- _Description of the task_
Can you pull out each line of the data below that includes the word "Valdlauču"?

Dataset entries:
-- -- --

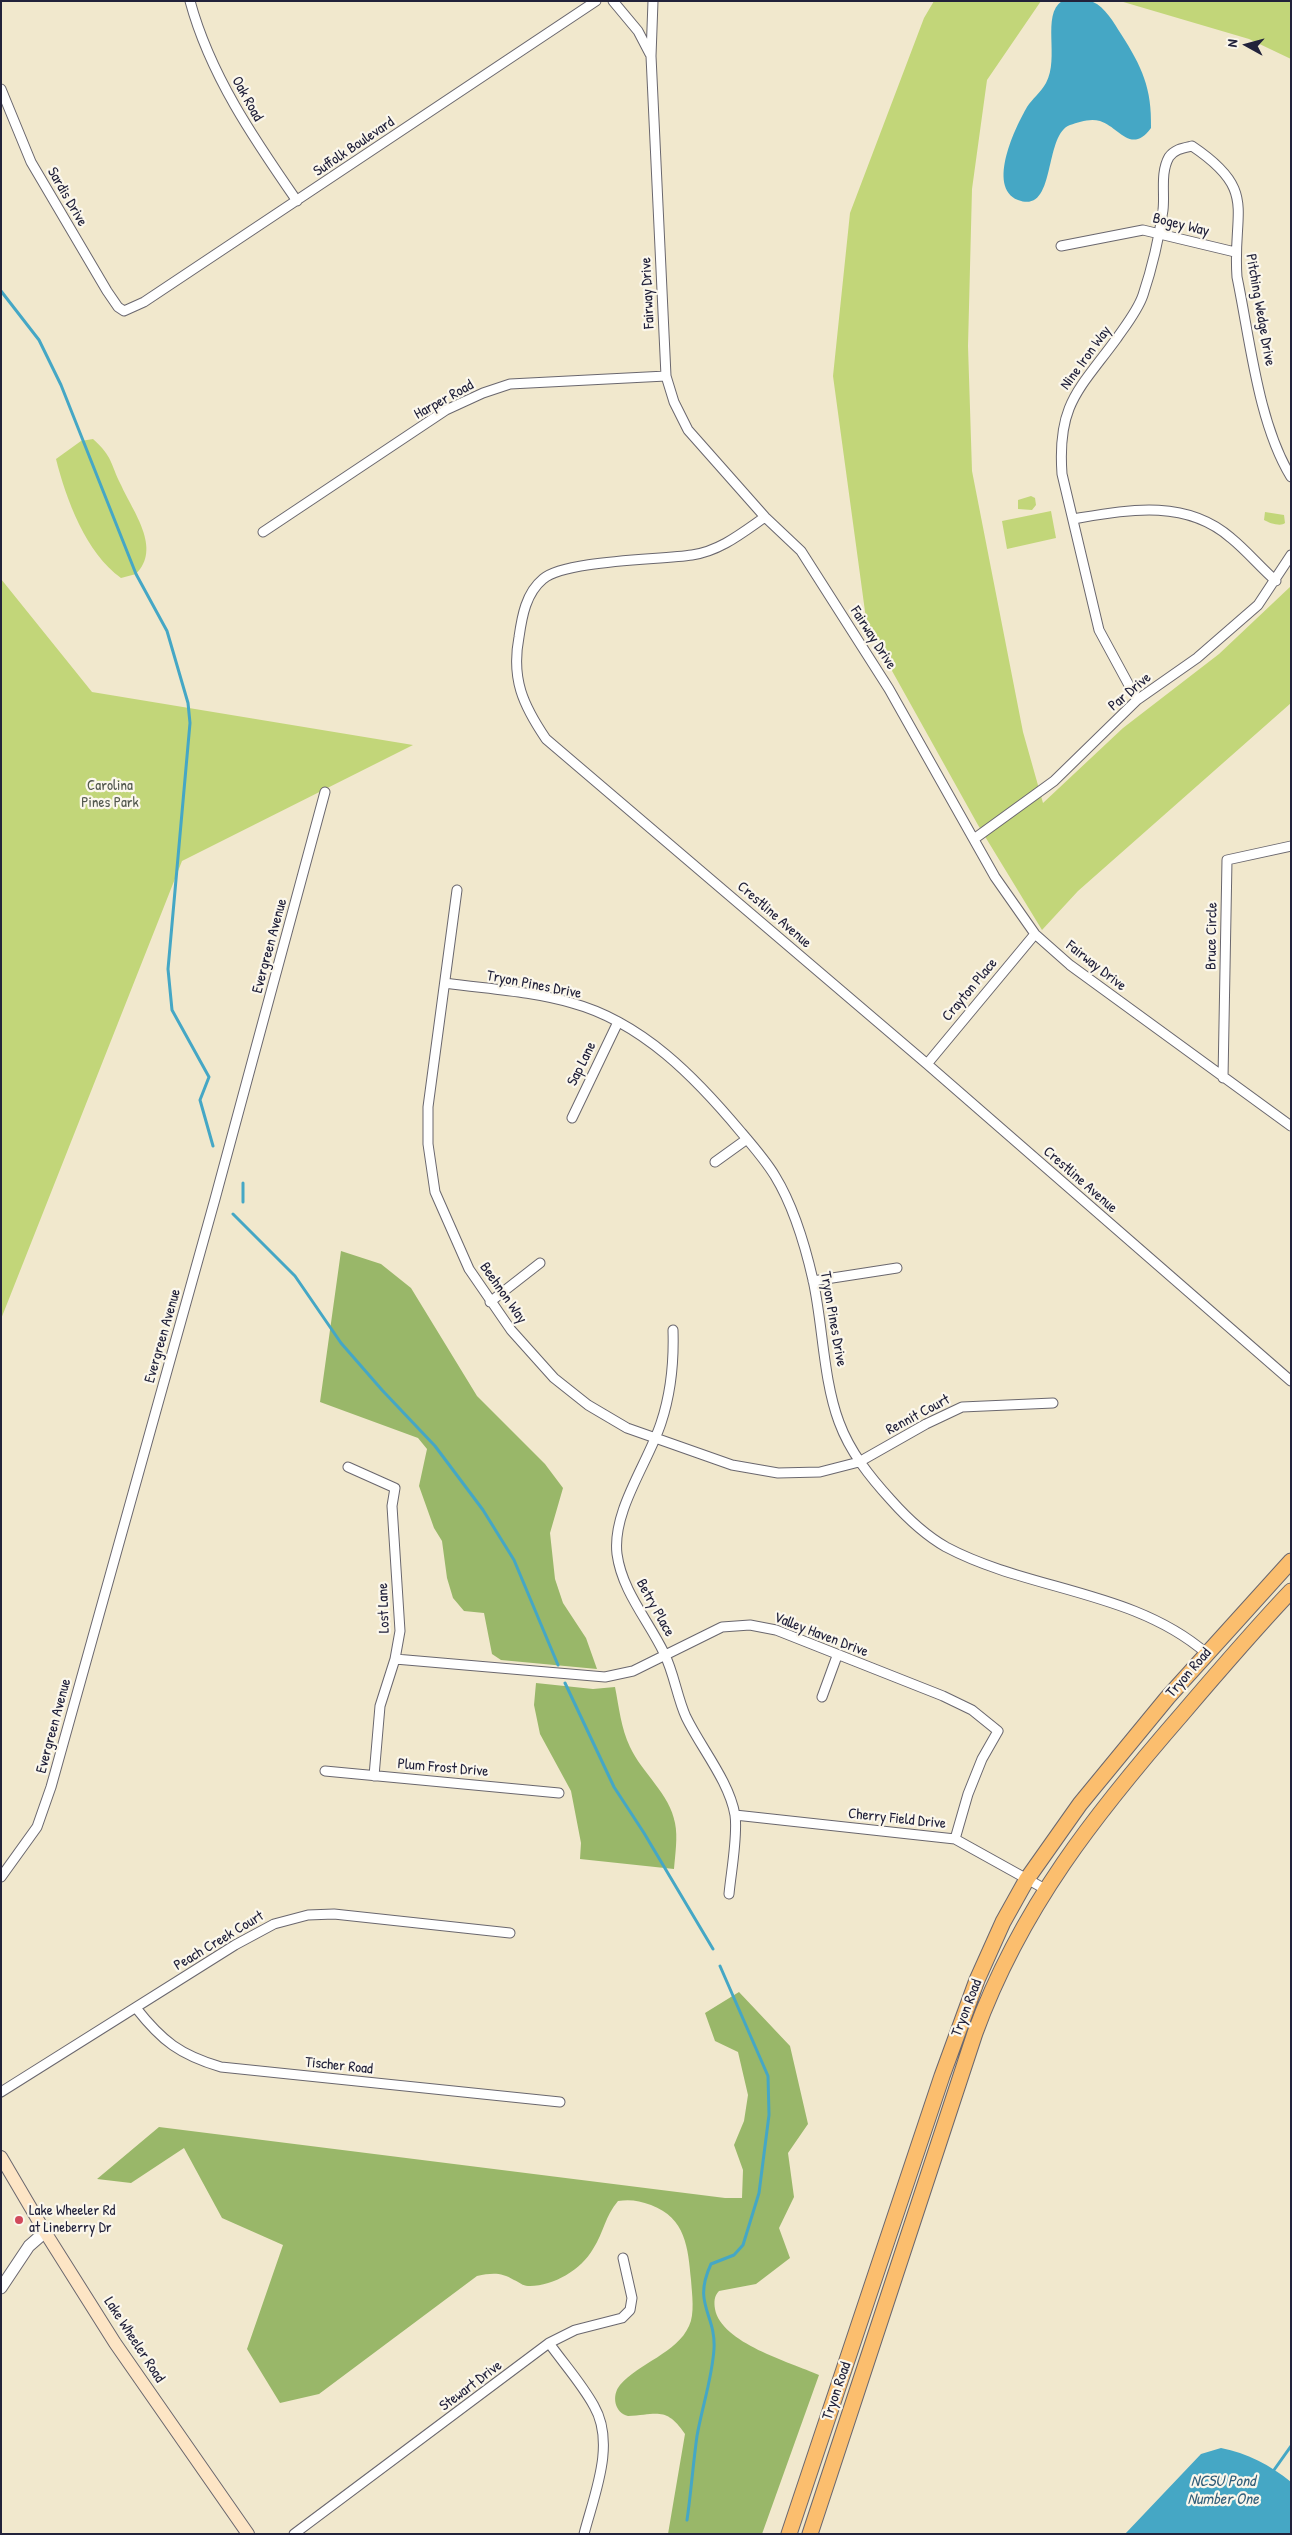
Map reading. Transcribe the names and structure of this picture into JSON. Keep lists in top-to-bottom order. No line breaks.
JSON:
{"streets":{"main road":["Tryon Road","Lake Wheeler Road"],"street":["Oak Road","Suffolk Boulevard","Sardis Drive","Bogey Way","Fairway Drive","Pitching Wedge Drive","Nine Iron Way","Harper Road","Par Drive","Crestline Avenue","Bruce Circle","Evergreen Avenue","Tryon Pines Drive","Crayton Place","Sap Lane","Beehnon Way","Rennit Court","Lost Lane","Betry Place","Valley Haven Drive","Plum Frost Drive","Cherry Field Drive","Peach Creek Court","Tischer Road","Stewart Drive"]},"crossings":[["Oak Road","Suffolk Boulevard"],["Suffolk Boulevard","Sardis Drive"],["Bogey Way","Pitching Wedge Drive"],["Bogey Way","Nine Iron Way"],["Fairway Drive","Harper Road"],["Fairway Drive","Par Drive"],["Fairway Drive","Crestline Avenue"],["Fairway Drive","Bruce Circle"],["Fairway Drive","Crayton Place"],["Pitching Wedge Drive","Nine Iron Way"],["Nine Iron Way","Par Drive"],["Crestline Avenue","Crayton Place"],["Tryon Pines Drive","Sap Lane"],["Tryon Pines Drive","Beehnon Way"],["Tryon Pines Drive","Rennit Court"],["Tryon Pines Drive","Tryon Road"],["Beehnon Way","Rennit Court"],["Beehnon Way","Betry Place"],["Lost Lane","Valley Haven Drive"],["Lost Lane","Plum Frost Drive"],["Betry Place","Valley Haven Drive"],["Betry Place","Cherry Field Drive"],["Valley Haven Drive","Cherry Field Drive"],["Tryon Road","Cherry Field Drive"],["Peach Creek Court","Tischer Road"]],"water":["NCSU Pond Number One"],"parks":["Carolina Pines Park"],"places":["Lake Wheeler Rd at Lineberry Dr"],"north":"left"}
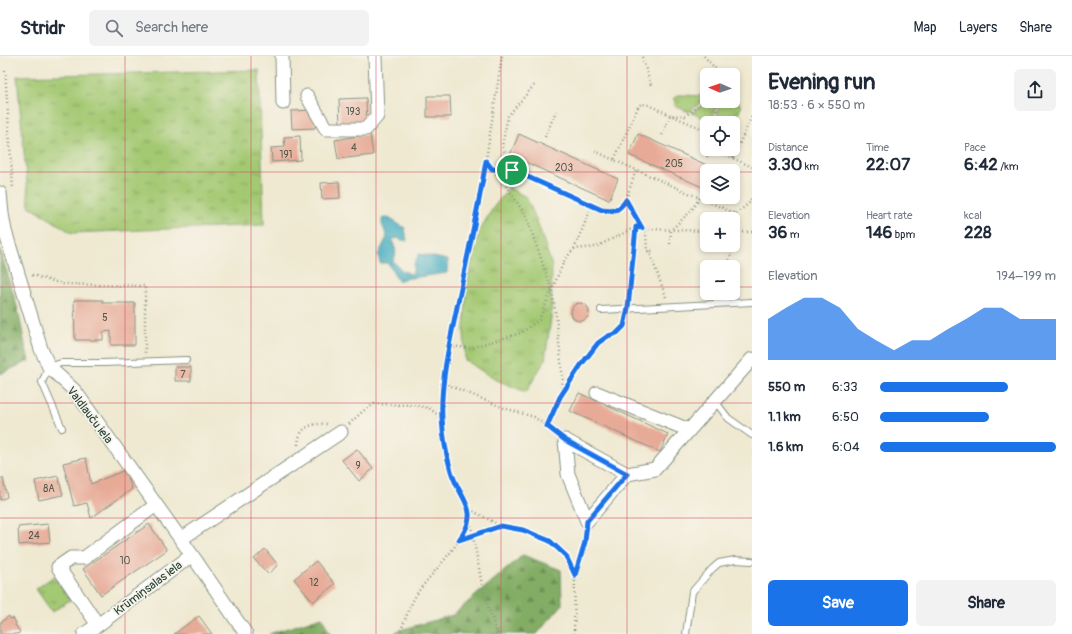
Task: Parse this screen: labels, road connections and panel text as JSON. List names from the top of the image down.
{
  "streets": {
    "street": ["Valdlauču iela", "Krūmiņsalas iela"]
  },
  "crossings": [
    ["Valdlauču iela", "Krūmiņsalas iela"]
  ],
  "house_numbers": [
    "193",
    "4",
    "191",
    "205",
    "203",
    "5",
    "7",
    "9",
    "8A",
    "24",
    "10",
    "12"
  ],
  "north": "left",
  "page": {
    "header": "Stridr",
    "search": "Search here",
    "nav": ["Map", "Layers", "Share"],
    "heading": ["Evening run", "18:53 · 6 × 550 m"],
    "map_buttons": ["+", "−"],
    "stats": [
      ["Distance", "3.30 km"],
      ["Time", "22:07"],
      ["Pace", "6:42 /km"],
      ["Elevation", "36 m"],
      ["Heart rate", "146 bpm"],
      ["kcal", "228"]
    ],
    "chart": ["Elevation", "194–199 m"],
    "list": [
      {
        "name": "550 m",
        "note": "6:33"
      },
      {
        "name": "1.1 km",
        "note": "6:50"
      },
      {
        "name": "1.6 km",
        "note": "6:04"
      }
    ],
    "buttons": ["Save", "Share"]
  }
}
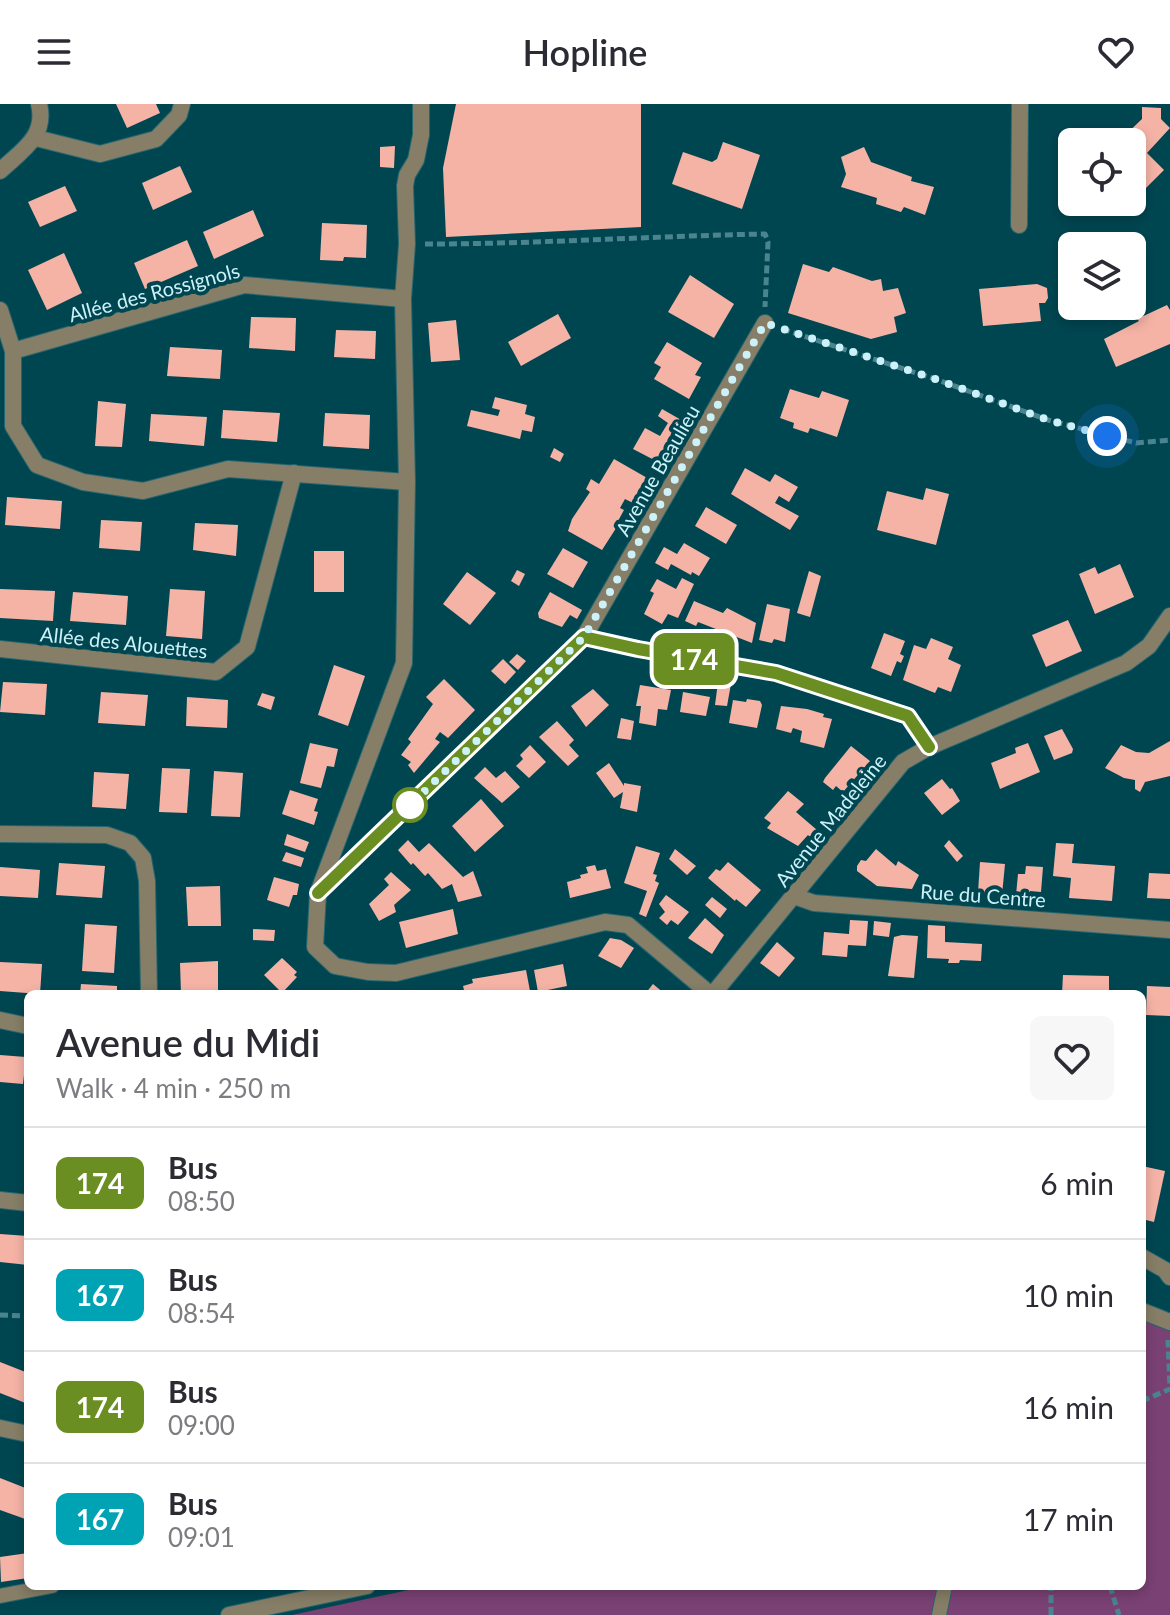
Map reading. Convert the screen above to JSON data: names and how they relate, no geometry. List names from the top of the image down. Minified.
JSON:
{"streets":{"street":["Allée des Rossignols","Avenue Beaulieu","Allée des Alouettes","Avenue Madeleine","Rue du Centre"]},"crossings":[["Avenue Madeleine","Rue du Centre"]],"lines":["bus line 174"],"page":{"header":"Hopline","on_map":"174","heading":["Avenue du Midi","Walk · 4 min · 250 m"],"list":[{"mark":"174","name":"Bus","note":"08:50","value":"6 min"},{"mark":"167","name":"Bus","note":"08:54","value":"10 min"},{"mark":"174","name":"Bus","note":"09:00","value":"16 min"},{"mark":"167","name":"Bus","note":"09:01","value":"17 min"}]}}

-- -- --

- _Final answer_
    "street": ["Valdlauču iela", "Krūmiņsalas iela"]
    ["Valdlauču iela", "Krūmiņsalas iela"]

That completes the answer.